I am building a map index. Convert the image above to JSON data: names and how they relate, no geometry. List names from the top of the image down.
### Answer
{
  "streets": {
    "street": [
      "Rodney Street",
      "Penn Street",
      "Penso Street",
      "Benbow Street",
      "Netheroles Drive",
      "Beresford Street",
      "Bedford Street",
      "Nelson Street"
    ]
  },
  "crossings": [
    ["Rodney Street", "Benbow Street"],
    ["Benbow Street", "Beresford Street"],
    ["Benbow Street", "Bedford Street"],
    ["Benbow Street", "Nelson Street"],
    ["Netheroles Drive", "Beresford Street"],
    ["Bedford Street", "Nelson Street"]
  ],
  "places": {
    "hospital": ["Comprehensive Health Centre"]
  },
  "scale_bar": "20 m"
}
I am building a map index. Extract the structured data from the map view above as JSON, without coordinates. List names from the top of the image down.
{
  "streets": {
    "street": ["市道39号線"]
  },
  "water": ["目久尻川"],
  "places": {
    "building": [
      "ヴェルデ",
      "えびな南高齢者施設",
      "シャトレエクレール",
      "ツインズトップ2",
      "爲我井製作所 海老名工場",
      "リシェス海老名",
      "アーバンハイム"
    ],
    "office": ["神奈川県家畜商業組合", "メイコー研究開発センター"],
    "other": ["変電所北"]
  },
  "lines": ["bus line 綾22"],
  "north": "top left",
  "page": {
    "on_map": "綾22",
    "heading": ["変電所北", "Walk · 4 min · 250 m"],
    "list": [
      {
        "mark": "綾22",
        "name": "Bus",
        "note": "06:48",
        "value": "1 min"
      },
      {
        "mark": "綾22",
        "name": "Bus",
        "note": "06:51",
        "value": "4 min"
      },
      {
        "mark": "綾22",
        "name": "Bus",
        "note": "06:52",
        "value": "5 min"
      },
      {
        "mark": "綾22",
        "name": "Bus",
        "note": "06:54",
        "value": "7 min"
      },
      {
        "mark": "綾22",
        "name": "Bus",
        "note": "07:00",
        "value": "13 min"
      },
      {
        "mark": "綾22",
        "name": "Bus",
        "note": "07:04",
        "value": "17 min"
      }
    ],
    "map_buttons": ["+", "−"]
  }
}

Brief: Read the entries above and find each line holding the word "note". Copy it out.

Answer below:
        "note": "06:48",
        "note": "06:51",
        "note": "06:52",
        "note": "06:54",
        "note": "07:00",
        "note": "07:04",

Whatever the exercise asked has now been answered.